◆ Work order ◆
Output every record exactly, apart from its images.

◆ Material provided ◆
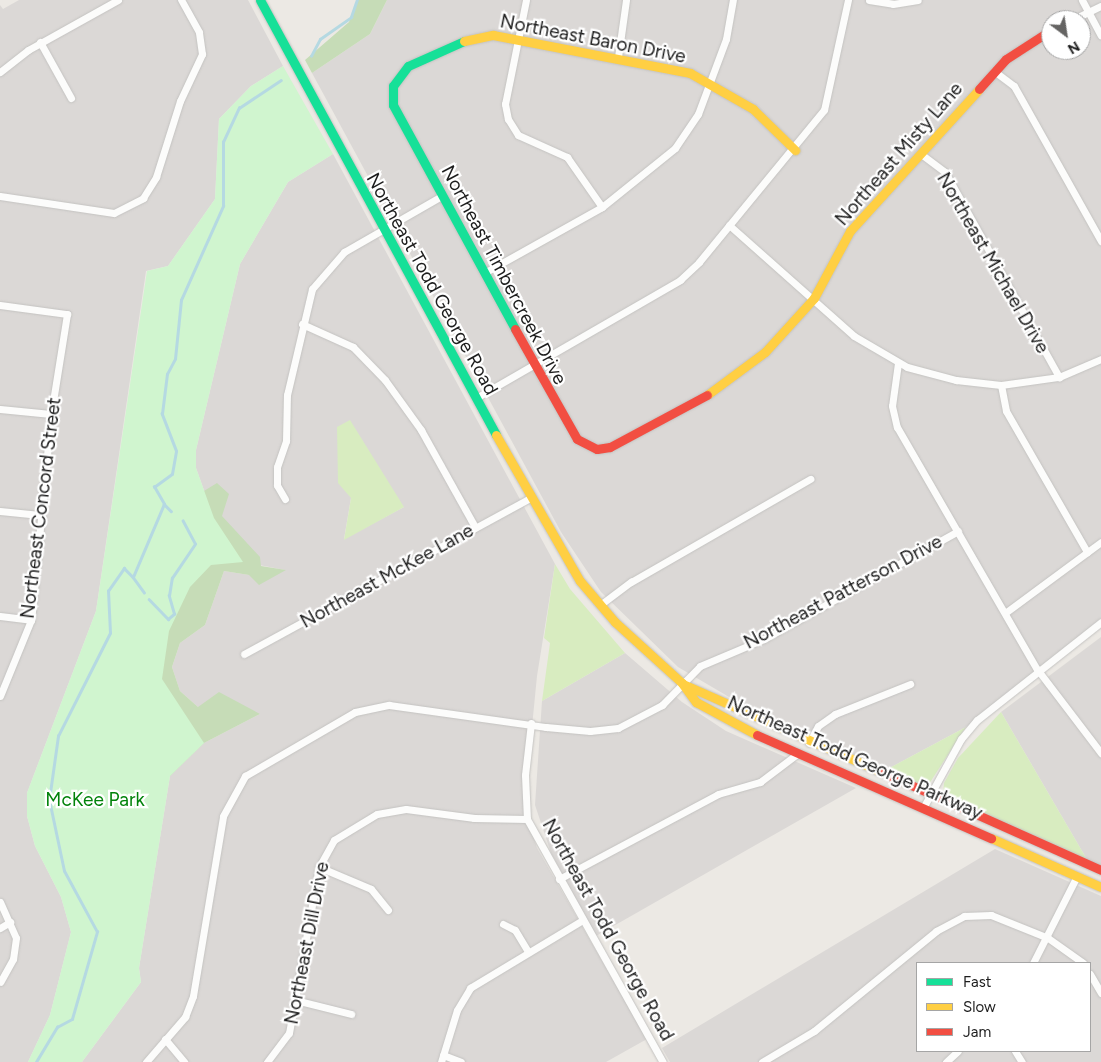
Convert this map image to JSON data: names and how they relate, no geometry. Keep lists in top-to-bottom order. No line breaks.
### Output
{"streets":{"main road":["Northeast Baron Drive","Northeast Misty Lane","Northeast Timbercreek Drive","Northeast Todd George Road","Northeast Todd George Parkway"],"street":["Northeast Michael Drive","Northeast Concord Street","Northeast McKee Lane","Northeast Patterson Drive","Northeast Dill Drive"]},"crossings":[["Northeast Baron Drive","Northeast Timbercreek Drive"],["Northeast Misty Lane","Northeast Michael Drive"],["Northeast Misty Lane","Northeast Timbercreek Drive"],["Northeast Todd George Road","Northeast McKee Lane"],["Northeast Todd George Road","Northeast Patterson Drive"],["Northeast Todd George Road","Northeast Todd George Parkway"],["Northeast Todd George Road","Northeast Dill Drive"],["Northeast Patterson Drive","Northeast Todd George Parkway"]],"parks":["McKee Park"],"legend":["Fast","Slow","Jam"],"north":"bottom right"}
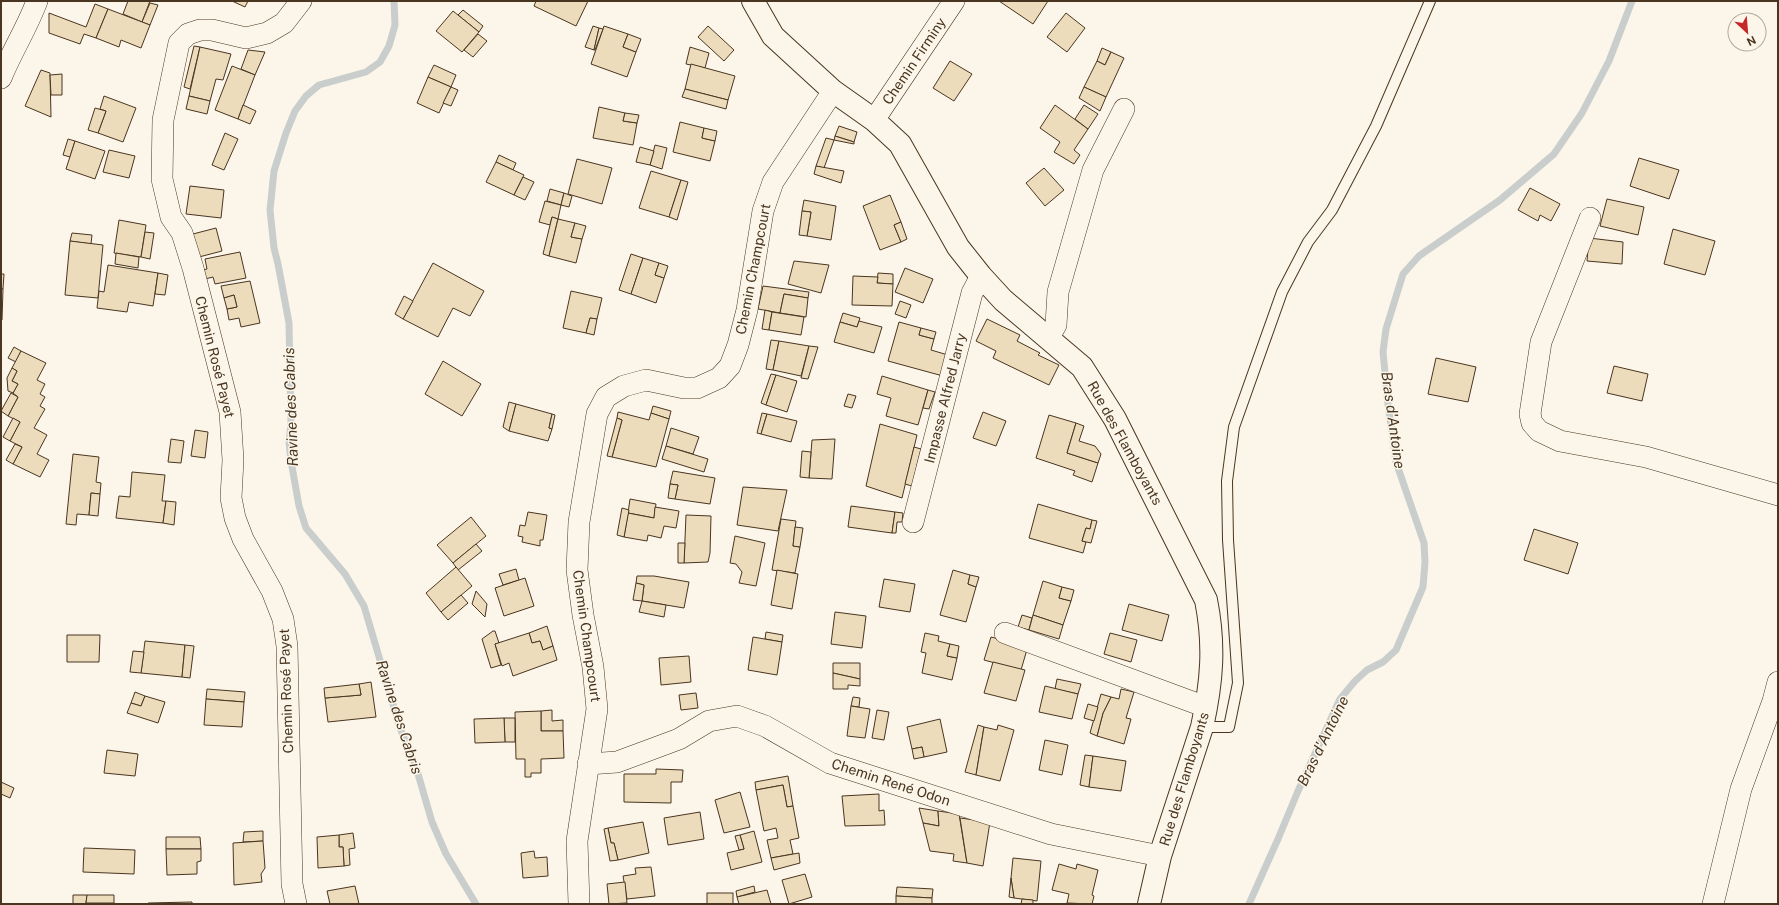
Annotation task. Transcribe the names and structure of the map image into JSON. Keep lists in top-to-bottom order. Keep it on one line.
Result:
{"streets":{"main road":["Rue des Flamboyants"],"street":["Chemin Firminy","Chemin Champcourt","Chemin Rosé Payet","Impasse Alfred Jarry","Chemin René Odon"]},"crossings":[["Chemin Firminy","Rue des Flamboyants"],["Chemin Champcourt","Rue des Flamboyants"],["Chemin Champcourt","Chemin René Odon"],["Impasse Alfred Jarry","Rue des Flamboyants"],["Rue des Flamboyants","Chemin René Odon"]],"water":["Ravine des Cabris","Bras d'Antoine"],"north":"bottom right"}
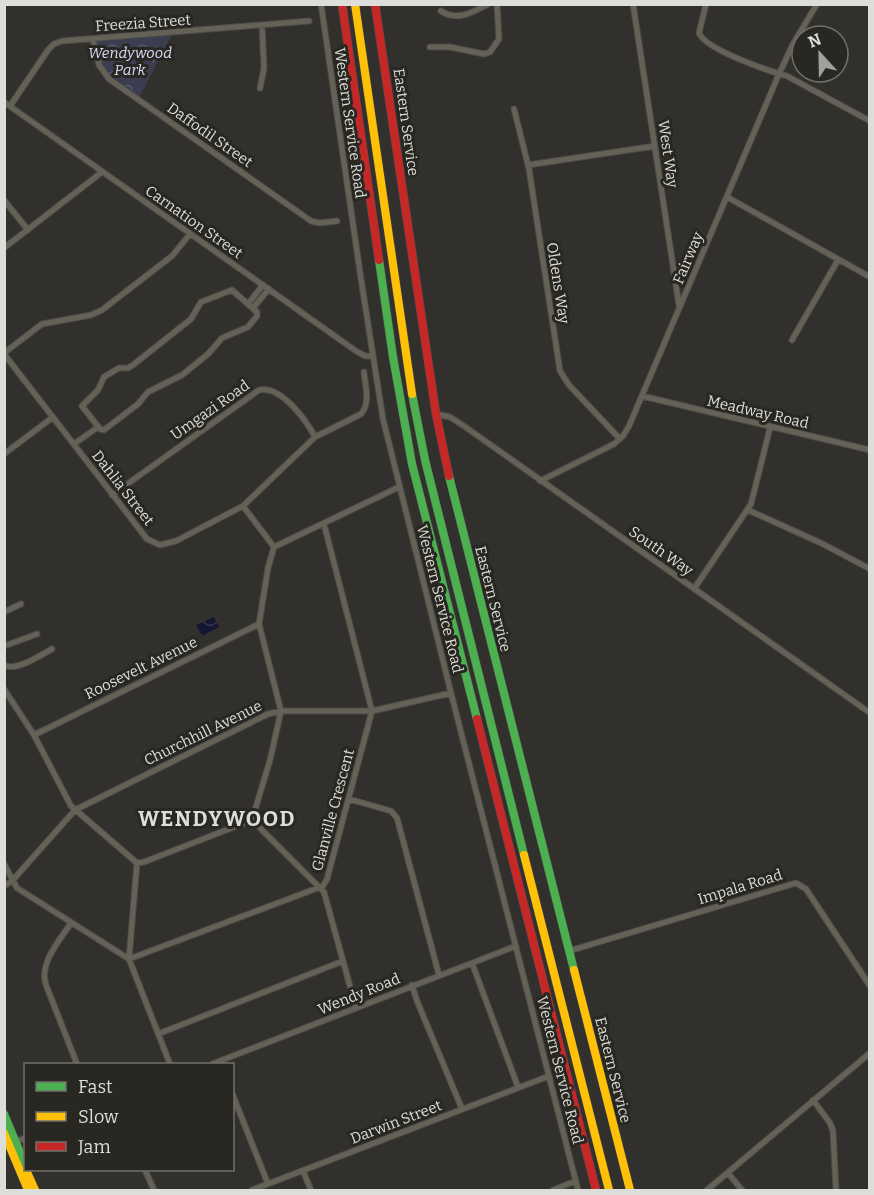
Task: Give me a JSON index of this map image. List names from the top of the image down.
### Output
{
  "streets": {
    "main road": ["Eastern Service"],
    "street": [
      "Freezia Street",
      "Western Service Road",
      "Daffodil Street",
      "West Way",
      "Carnation Street",
      "Fairway",
      "Oldens Way",
      "Umgazi Road",
      "Meadway Road",
      "Dahlia Street",
      "South Way",
      "Roosevelt Avenue",
      "Churchhill Avenue",
      "Glanville Crescent",
      "Impala Road",
      "Wendy Road",
      "Darwin Street"
    ]
  },
  "crossings": [
    ["Freezia Street", "Daffodil Street"],
    ["Freezia Street", "Carnation Street"],
    ["Eastern Service", "South Way"],
    ["Eastern Service", "Impala Road"],
    ["Western Service Road", "Carnation Street"],
    ["Western Service Road", "Churchhill Avenue"],
    ["Western Service Road", "Wendy Road"],
    ["Western Service Road", "Darwin Street"],
    ["West Way", "Fairway"],
    ["Fairway", "Oldens Way"],
    ["Fairway", "Meadway Road"],
    ["Umgazi Road", "Dahlia Street"],
    ["Churchhill Avenue", "Glanville Crescent"]
  ],
  "districts": ["WENDYWOOD"],
  "parks": ["Wendywood Park"],
  "legend": ["Fast", "Slow", "Jam"],
  "north": "top"
}
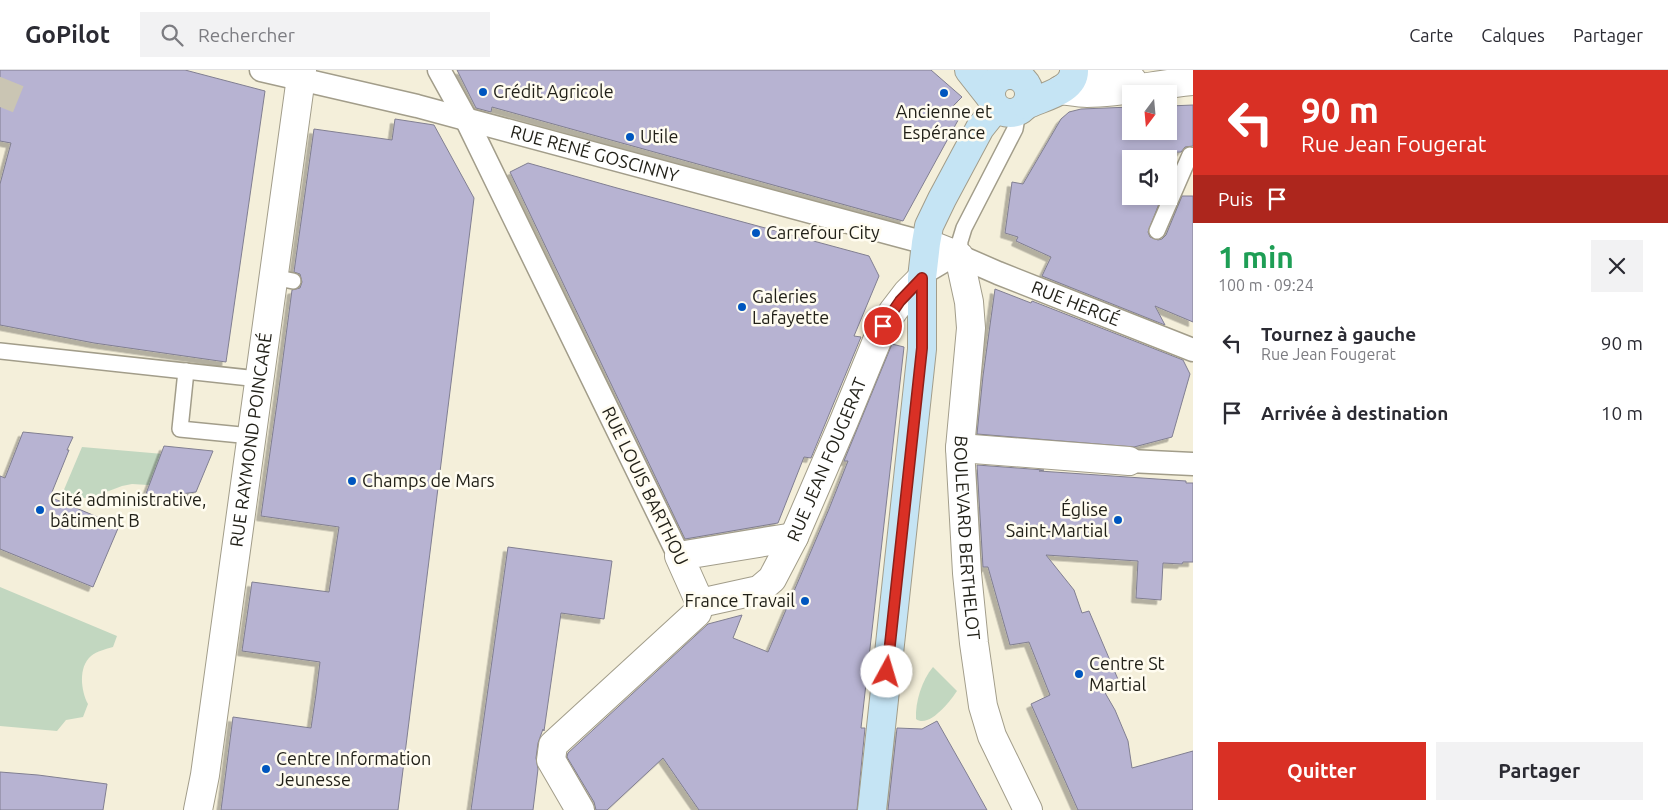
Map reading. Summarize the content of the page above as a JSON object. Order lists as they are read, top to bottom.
{
  "streets": {
    "street": [
      "RUE RENÉ GOSCINNY",
      "RUE HERGÉ",
      "RUE RAYMOND POINCARÉ",
      "RUE JEAN FOUGERAT",
      "RUE LOUIS BARTHOU",
      "BOULEVARD BERTHELOT"
    ]
  },
  "crossings": [
    ["RUE RENÉ GOSCINNY", "RUE RAYMOND POINCARÉ"],
    ["RUE RENÉ GOSCINNY", "RUE LOUIS BARTHOU"],
    ["RUE HERGÉ", "BOULEVARD BERTHELOT"],
    ["RUE JEAN FOUGERAT", "RUE LOUIS BARTHOU"]
  ],
  "places": [
    "Crédit Agricole",
    "Ancienne et Espérance",
    "Utile",
    "Carrefour City",
    "Galeries Lafayette",
    "Champs de Mars",
    "Cité administrative, bâtiment B",
    "Église Saint-Martial",
    "France Travail",
    "Centre St Martial",
    "Centre Information Jeunesse"
  ],
  "north": "bottom",
  "page": {
    "header": "GoPilot",
    "search": "Rechercher",
    "nav": ["Carte", "Calques", "Partager"],
    "turn": ["90 m", "Rue Jean Fougerat"],
    "then": "Puis",
    "heading": ["1 min", "100 m · 09:24"],
    "list": [
      {
        "name": "Tournez à gauche",
        "note": "Rue Jean Fougerat",
        "value": "90 m"
      },
      {
        "name": "Arrivée à destination",
        "value": "10 m"
      }
    ],
    "buttons": ["Quitter", "Partager"]
  }
}
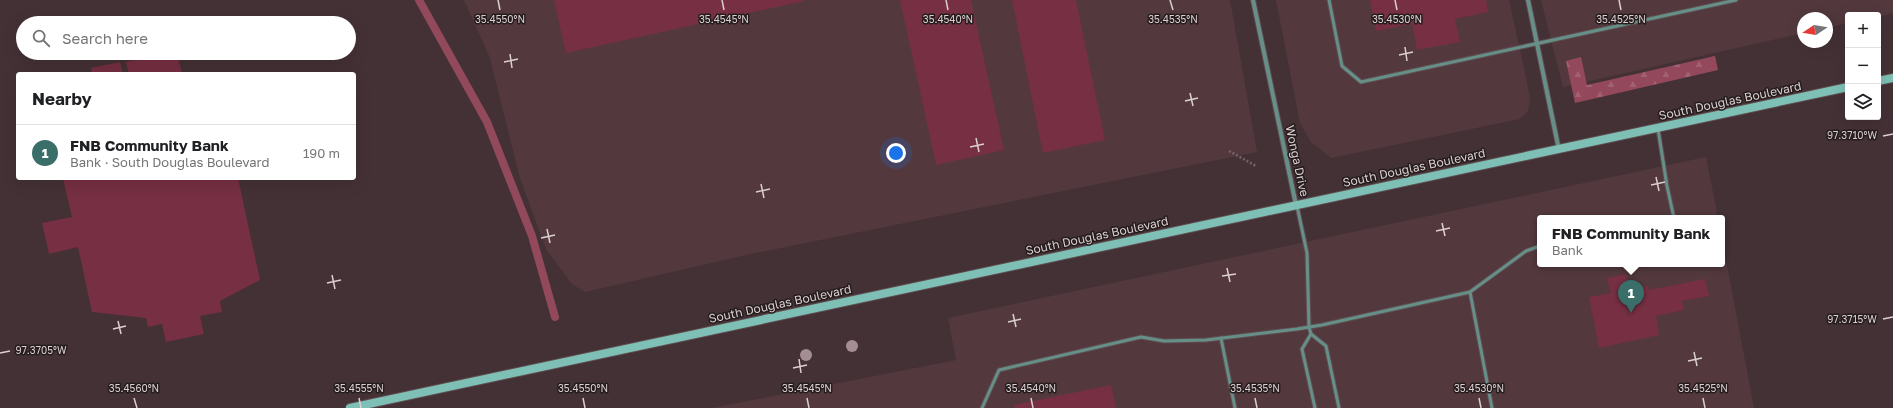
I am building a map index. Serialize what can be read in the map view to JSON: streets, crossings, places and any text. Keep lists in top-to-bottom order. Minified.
{"streets":{"main road":["South Douglas Boulevard"],"street":["Wonga Drive"]},"crossings":[["South Douglas Boulevard","Wonga Drive"]],"north":"left","page":{"map_buttons":["+","−"],"search":"Search here","heading":"Nearby","list":[{"mark":"1","name":"FNB Community Bank","note":"Bank · South Douglas Boulevard","value":"190 m"}],"popup":["FNB Community Bank","Bank"],"pins":"1"},"coordinates":["35.4550°N","35.4545°N","35.4540°N","35.4535°N","35.4530°N","35.4525°N","97.3710°W","97.3715°W","97.3705°W","35.4560°N","35.4555°N"]}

◆ Solution for this task ◆
Convert this map image to JSON data: names and how they relate, no geometry. Keep lists in top-to-bottom order. No line breaks.
### Output
{"streets":{"main road":["Northeast Baron Drive","Northeast Misty Lane","Northeast Timbercreek Drive","Northeast Todd George Road","Northeast Todd George Parkway"],"street":["Northeast Michael Drive","Northeast Concord Street","Northeast McKee Lane","Northeast Patterson Drive","Northeast Dill Drive"]},"crossings":[["Northeast Baron Drive","Northeast Timbercreek Drive"],["Northeast Misty Lane","Northeast Michael Drive"],["Northeast Misty Lane","Northeast Timbercreek Drive"],["Northeast Todd George Road","Northeast McKee Lane"],["Northeast Todd George Road","Northeast Patterson Drive"],["Northeast Todd George Road","Northeast Todd George Parkway"],["Northeast Todd George Road","Northeast Dill Drive"],["Northeast Patterson Drive","Northeast Todd George Parkway"]],"parks":["McKee Park"],"legend":["Fast","Slow","Jam"],"north":"bottom right"}
Annotation task. Transcribe the names and structure of the map image into JSON. Keep lists in top-to-bottom order. Keep it on one line.
Result:
{"streets":{"main road":["Rue des Flamboyants"],"street":["Chemin Firminy","Chemin Champcourt","Chemin Rosé Payet","Impasse Alfred Jarry","Chemin René Odon"]},"crossings":[["Chemin Firminy","Rue des Flamboyants"],["Chemin Champcourt","Rue des Flamboyants"],["Chemin Champcourt","Chemin René Odon"],["Impasse Alfred Jarry","Rue des Flamboyants"],["Rue des Flamboyants","Chemin René Odon"]],"water":["Ravine des Cabris","Bras d'Antoine"],"north":"bottom right"}
Task: Give me a JSON index of this map image. List names from the top of the image down.
### Output
{
  "streets": {
    "main road": ["Eastern Service"],
    "street": [
      "Freezia Street",
      "Western Service Road",
      "Daffodil Street",
      "West Way",
      "Carnation Street",
      "Fairway",
      "Oldens Way",
      "Umgazi Road",
      "Meadway Road",
      "Dahlia Street",
      "South Way",
      "Roosevelt Avenue",
      "Churchhill Avenue",
      "Glanville Crescent",
      "Impala Road",
      "Wendy Road",
      "Darwin Street"
    ]
  },
  "crossings": [
    ["Freezia Street", "Daffodil Street"],
    ["Freezia Street", "Carnation Street"],
    ["Eastern Service", "South Way"],
    ["Eastern Service", "Impala Road"],
    ["Western Service Road", "Carnation Street"],
    ["Western Service Road", "Churchhill Avenue"],
    ["Western Service Road", "Wendy Road"],
    ["Western Service Road", "Darwin Street"],
    ["West Way", "Fairway"],
    ["Fairway", "Oldens Way"],
    ["Fairway", "Meadway Road"],
    ["Umgazi Road", "Dahlia Street"],
    ["Churchhill Avenue", "Glanville Crescent"]
  ],
  "districts": ["WENDYWOOD"],
  "parks": ["Wendywood Park"],
  "legend": ["Fast", "Slow", "Jam"],
  "north": "top"
}
Map reading. Summarize the content of the page above as a JSON object. Order lists as they are read, top to bottom.
{
  "streets": {
    "street": [
      "RUE RENÉ GOSCINNY",
      "RUE HERGÉ",
      "RUE RAYMOND POINCARÉ",
      "RUE JEAN FOUGERAT",
      "RUE LOUIS BARTHOU",
      "BOULEVARD BERTHELOT"
    ]
  },
  "crossings": [
    ["RUE RENÉ GOSCINNY", "RUE RAYMOND POINCARÉ"],
    ["RUE RENÉ GOSCINNY", "RUE LOUIS BARTHOU"],
    ["RUE HERGÉ", "BOULEVARD BERTHELOT"],
    ["RUE JEAN FOUGERAT", "RUE LOUIS BARTHOU"]
  ],
  "places": [
    "Crédit Agricole",
    "Ancienne et Espérance",
    "Utile",
    "Carrefour City",
    "Galeries Lafayette",
    "Champs de Mars",
    "Cité administrative, bâtiment B",
    "Église Saint-Martial",
    "France Travail",
    "Centre St Martial",
    "Centre Information Jeunesse"
  ],
  "north": "bottom",
  "page": {
    "header": "GoPilot",
    "search": "Rechercher",
    "nav": ["Carte", "Calques", "Partager"],
    "turn": ["90 m", "Rue Jean Fougerat"],
    "then": "Puis",
    "heading": ["1 min", "100 m · 09:24"],
    "list": [
      {
        "name": "Tournez à gauche",
        "note": "Rue Jean Fougerat",
        "value": "90 m"
      },
      {
        "name": "Arrivée à destination",
        "value": "10 m"
      }
    ],
    "buttons": ["Quitter", "Partager"]
  }
}
I am building a map index. Serialize what can be read in the map view to JSON: streets, crossings, places and any text. Keep lists in top-to-bottom order. Minified.
{"streets":{"main road":["South Douglas Boulevard"],"street":["Wonga Drive"]},"crossings":[["South Douglas Boulevard","Wonga Drive"]],"north":"left","page":{"map_buttons":["+","−"],"search":"Search here","heading":"Nearby","list":[{"mark":"1","name":"FNB Community Bank","note":"Bank · South Douglas Boulevard","value":"190 m"}],"popup":["FNB Community Bank","Bank"],"pins":"1"},"coordinates":["35.4550°N","35.4545°N","35.4540°N","35.4535°N","35.4530°N","35.4525°N","97.3710°W","97.3715°W","97.3705°W","35.4560°N","35.4555°N"]}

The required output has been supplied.